Happy birthday NetWorker 8.2 SP1

Fireworks cluster

The Features

NetWorker 8.2 SP1 became available today, and as is becoming traditional for an SP1 release of NetWorker, the main focuses are on rolling up fixes from the cumulative releases – but that doesn’t mean it’s the only focus of the release. Included in the 8.2 SP1 release you’ll find several enhancements, and I’ve outlined them below.

New VBA Options

VBA was such a huge feature introduction that we’ll be seeing important additions slotted into it for the next several releases. For this service pack, a virtual machine that’s been cloned to a secondary site with its own vCenter and VBA appliance can be recovered on the secondary site to a different vCenter even if the primary site becomes unavailable, so long as it’s all within the same NetWorker datazone.

Additionally, VBA now supports dual-homing so that the backup appliance and proxies are provisioned onto a separate network space to the primary interface of the NetWorker server, neatly allowing you to split off traditional vs virtual machine backups.

If you’ve been using VBA with NetWorker, make sure when you upgrade to download the handy upgrade ISOs provided by EMC. These can be used to automatically boot your VBA appliance from and perform an in-place upgrade from whatever version you have been running.

NetApp Improvements

I admit I don’t use NetApp much, but support has been added for SnapVault and SnapMirror replication to remote NetApp devices. Check the release notes for more details on that one, since I’d likely do an awful job if I tried to summarise it.

Security Enhancements

NetWorker now supports https when communicating with a cloud server, which is definitely good for security. Further on the security front, you can now configure ssh port forwarding on your NMC client in order to run your NMC session over an ssh-encrypted link. In case you’re wondering, that’ll look like the following:

ssh -L9000:localhost:9000 -L9001:localhost:9001 -L2638:localhost:2638 nmcServer -N
javaws http://localhost:9000/gconsole.jnlp

That’ll be good not only for sites that are particularly paranoid about security (the NMC client/server communications process is already encrypted), but it’ll also be great for people working over VPNs. I tried this out today and it worked a treat. (At first I thought it was a little slow, then I realised my partner’s laptop was churning away at home with a CrashPlan backup flooding our link. A later test when the link was clear gave a much more favourable result.)

Logging

I’m a big fan of logging. I love logging, and I think you should keep your logs for as long as you keep your backups – so that if you have problems with any recovery you can go to the logs from the time and see whether there was an undetected issue with the backup. Logging gets a bit of a boost with NetWorker 8.2 SP1 via an option to redirect logs from cluster backups to more favourable locations than the default.

IPv6

Like it or loathe it (the formatting, not the idea, of course), IPv6 is continuing to gain traction. While many organisations will undoubtedly end up connecting to an IPv6 internet while maintaining an IPv4 intranet, added IPv6 support in NetWorker will always be beneficial: first to those organisations that go all-IPv6, and secondly to those that end up working with backups over an IPv6 internet.

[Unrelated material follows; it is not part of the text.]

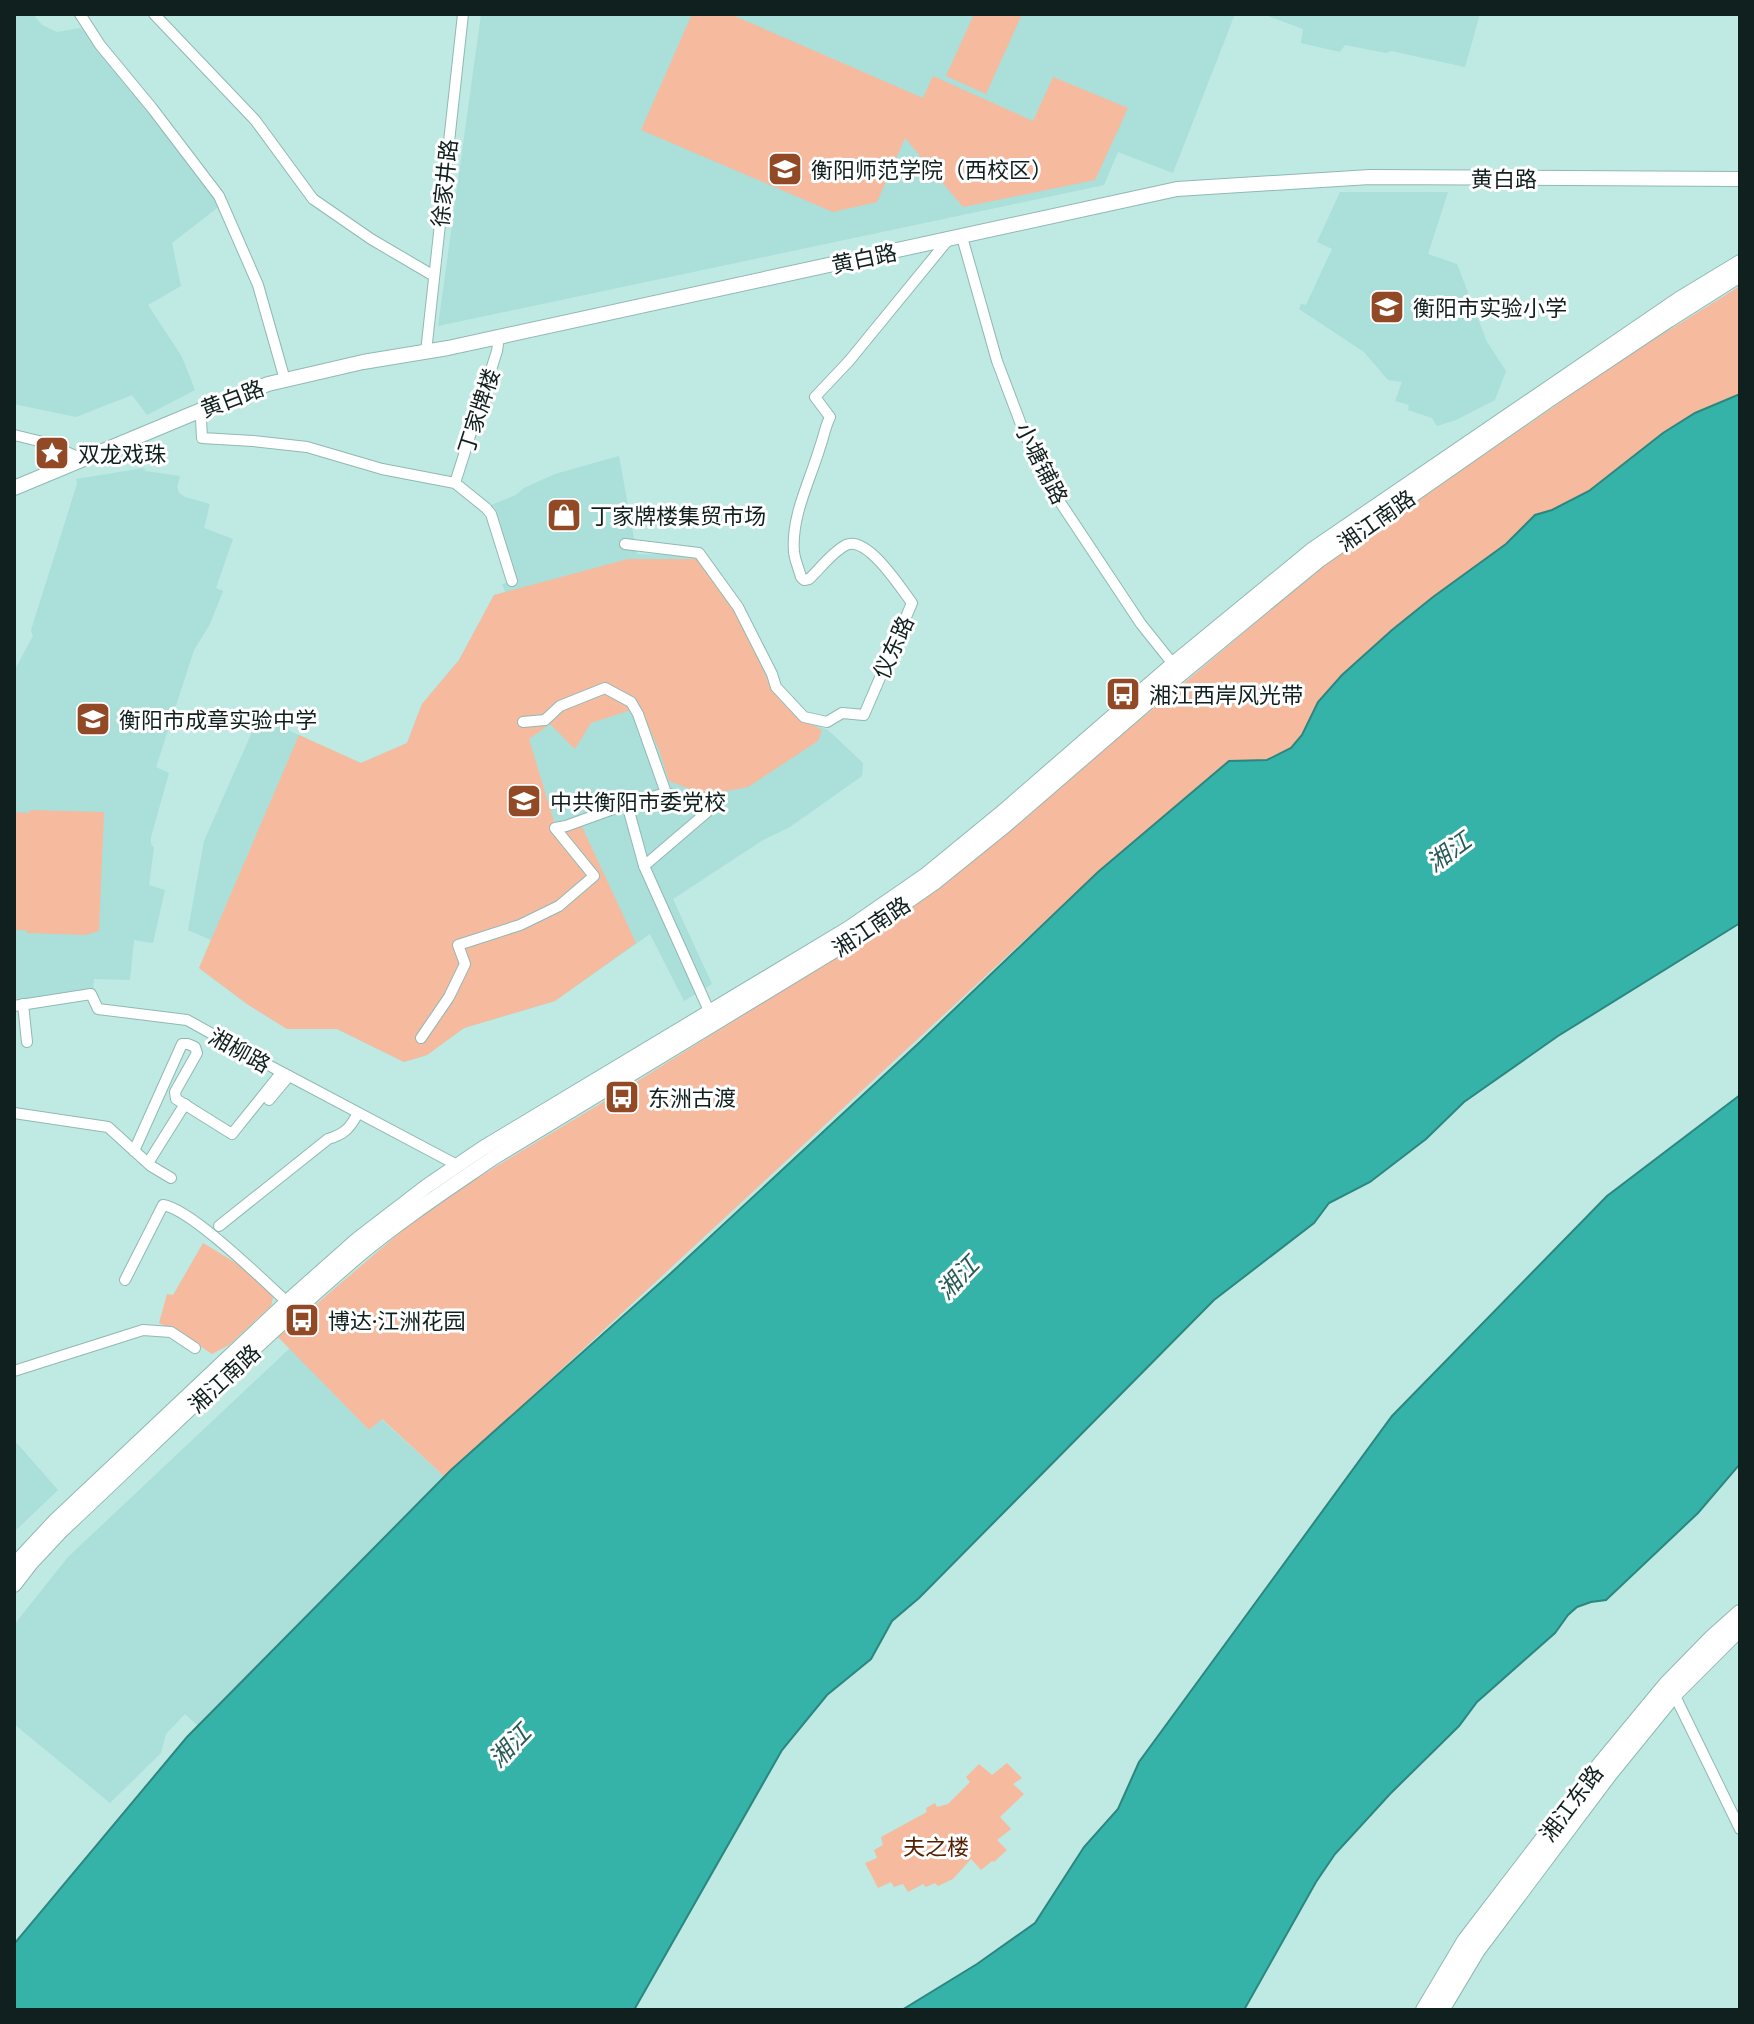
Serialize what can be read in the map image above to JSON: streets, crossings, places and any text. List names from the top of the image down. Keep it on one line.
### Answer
{"streets":{"main road":["黄白路","湘江南路","湘江东路"],"street":["徐家井路","丁家牌楼","小塘铺路","仪东路","湘柳路"]},"crossings":[["黄白路","徐家井路"],["黄白路","丁家牌楼"],["黄白路","小塘铺路"],["黄白路","仪东路"],["小塘铺路","湘江南路"],["小塘铺路","仪东路"],["湘江南路","湘柳路"]],"water":["湘江"],"parks":["夫之楼"],"places":{"school or university":["衡阳师范学院（西校区）","衡阳市实验小学","衡阳市成章实验中学","中共衡阳市委党校"],"place":["双龙戏珠"],"shop":["丁家牌楼集贸市场"],"bus stop":["湘江西岸风光带","东洲古渡","博达·江洲花园"]}}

In 8.2 SP1, NetWorker adds support for IPv6 NDMP backup and recovery operations, as well as Boost communication with Data Domain systems over IPv6.

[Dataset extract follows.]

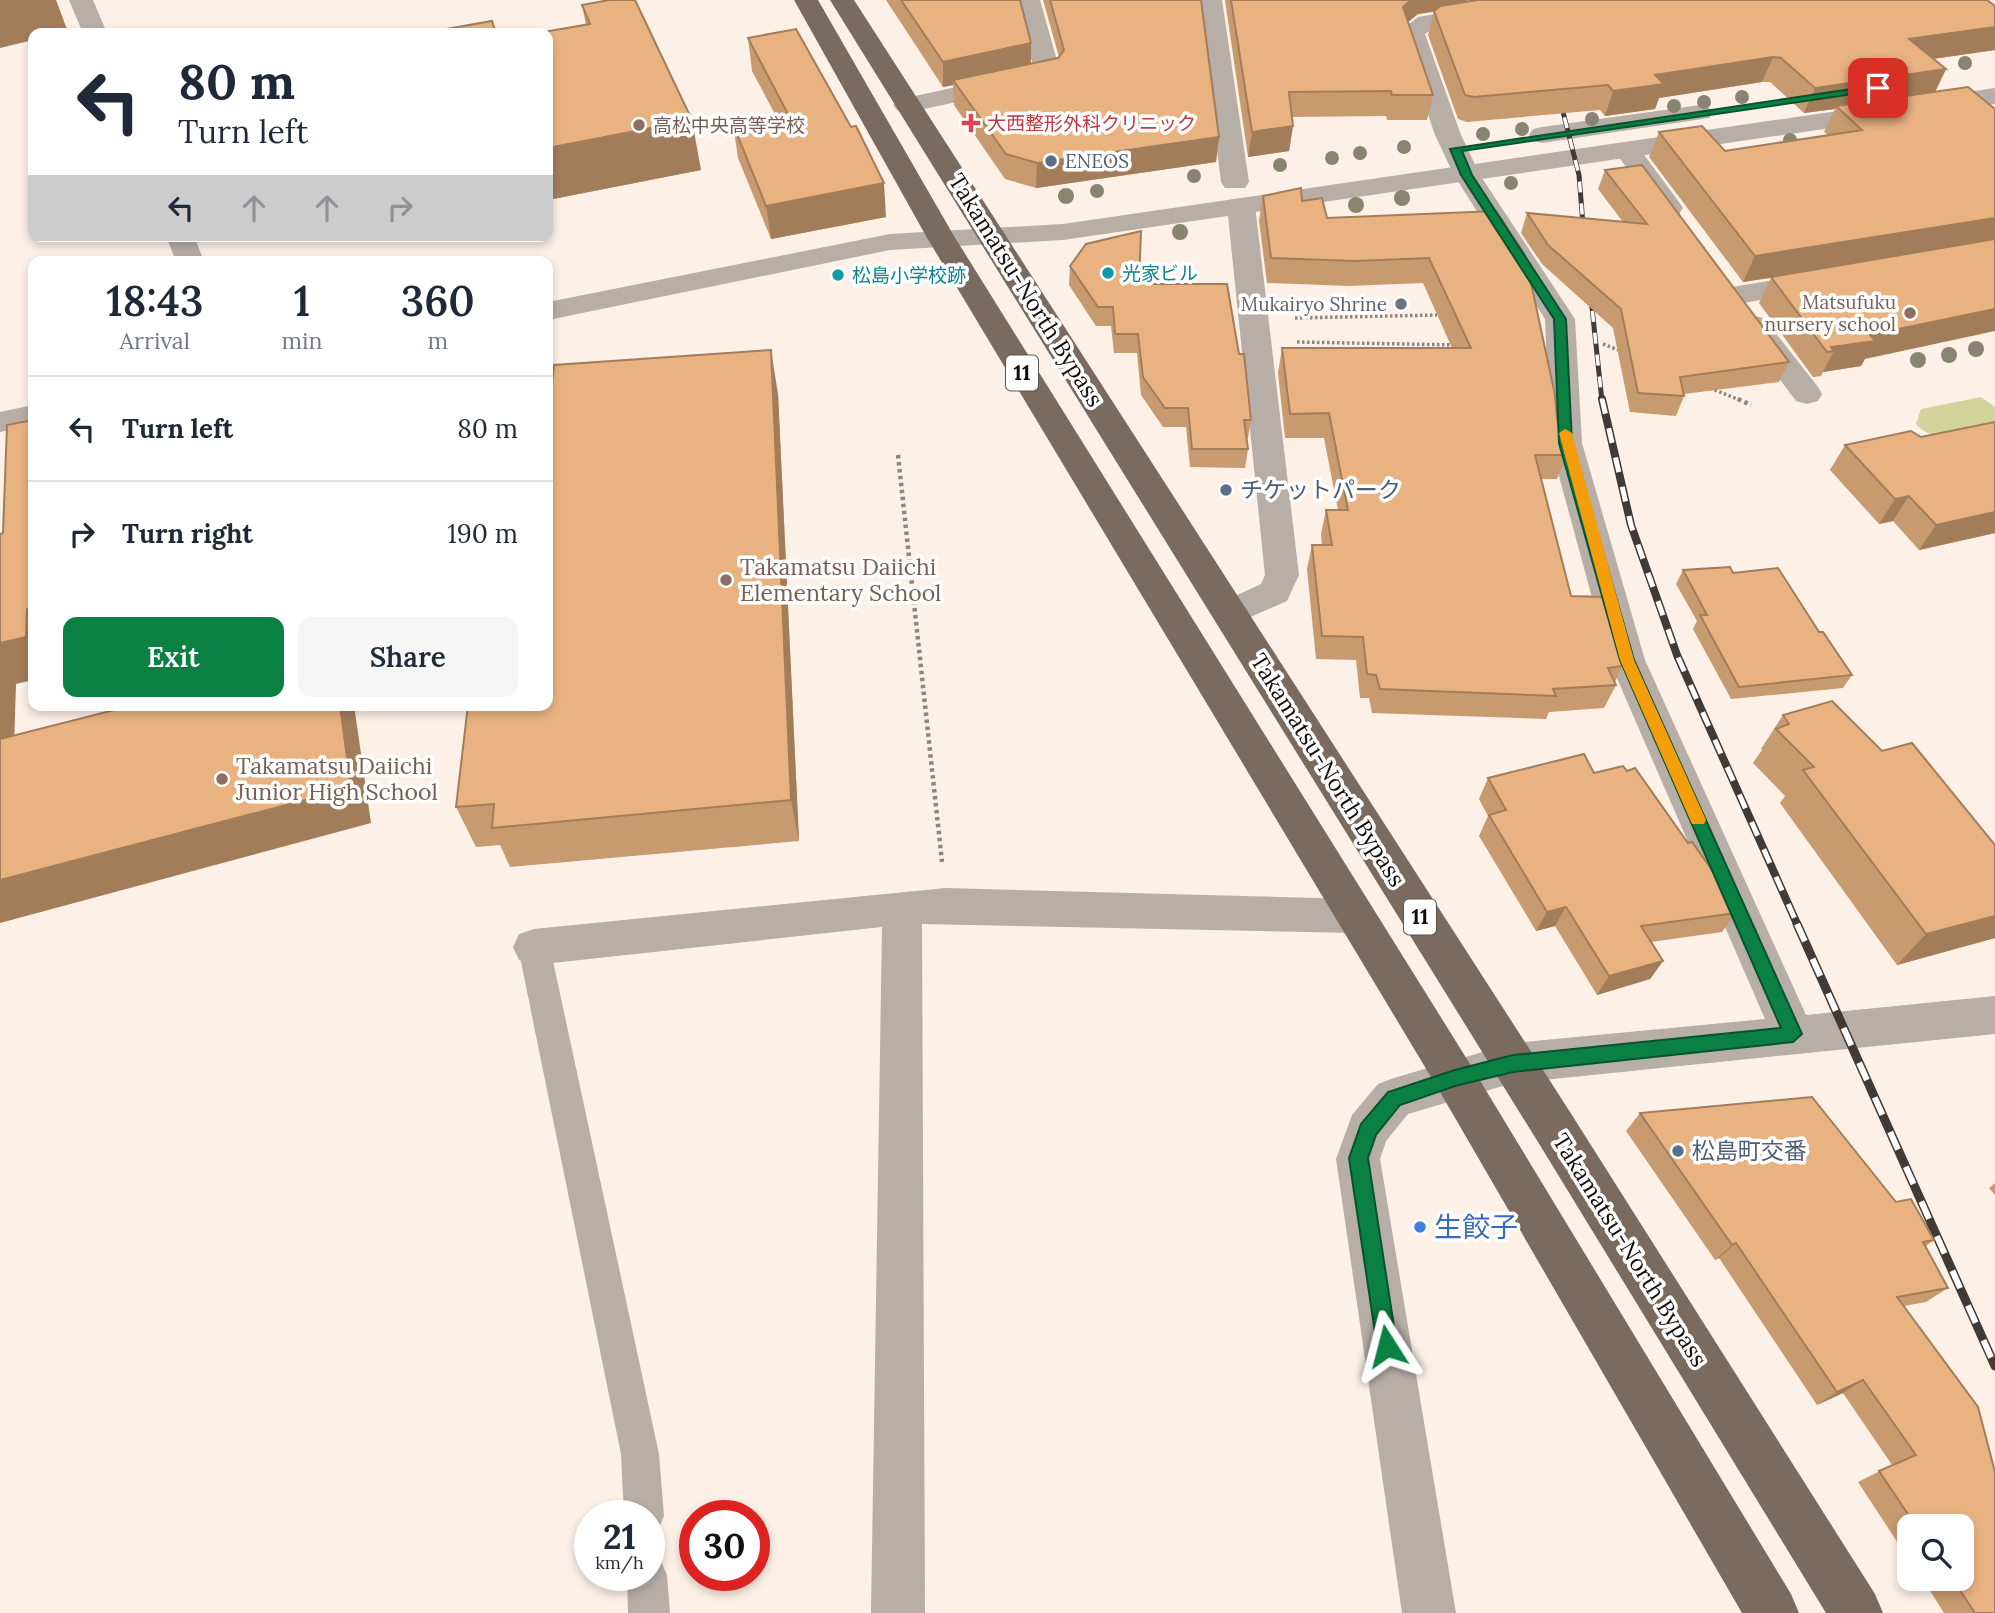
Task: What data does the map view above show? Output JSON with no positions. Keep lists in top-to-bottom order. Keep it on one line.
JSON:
{"streets":{"highway":["Takamatsu-North Bypass","11"]},"places":{"health":["大西整形外科クリニック"],"other":["高松中央高等学校","ENEOS","光家ビル","松島小学校跡","Mukairyo Shrine","Matsufuku nursery school","チケットパーク","Takamatsu Daiichi Elementary School","Takamatsu Daiichi Junior High School","松島町交番","生餃子"]},"page":{"turn":["80 m","Turn left"],"eta":["18:43","Arrival","1","min","360","m"],"list":[{"name":"Turn left","value":"80 m"},{"name":"Turn right","value":"190 m"}],"buttons":["Exit","Share"],"speed":"21 km/h","limit":"30"}}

Other Data Domain Enhancements

Support for DDBoost over Fibre Channel has been added to HPUX on IA-64, both for client direct and via storage nodes.

Renaming the NetWorker Server

The nsrclientfix utility can now be used to rename a NetWorker server. If you’ve not heard of nsrclientfix, don’t worry – it’s relatively new. I’m aiming to publish an article about it in the near future.

Should I upgrade?

As always, I’m not in a position to answer the question: should I upgrade? It’s going to entirely depend on what your organisation needs to do. That being said, I strongly encourage you to have a test/lab NetWorker environment where you can kick the tyres on the 8.2 SP1 release and make an informed decision as to when you jump up to this release.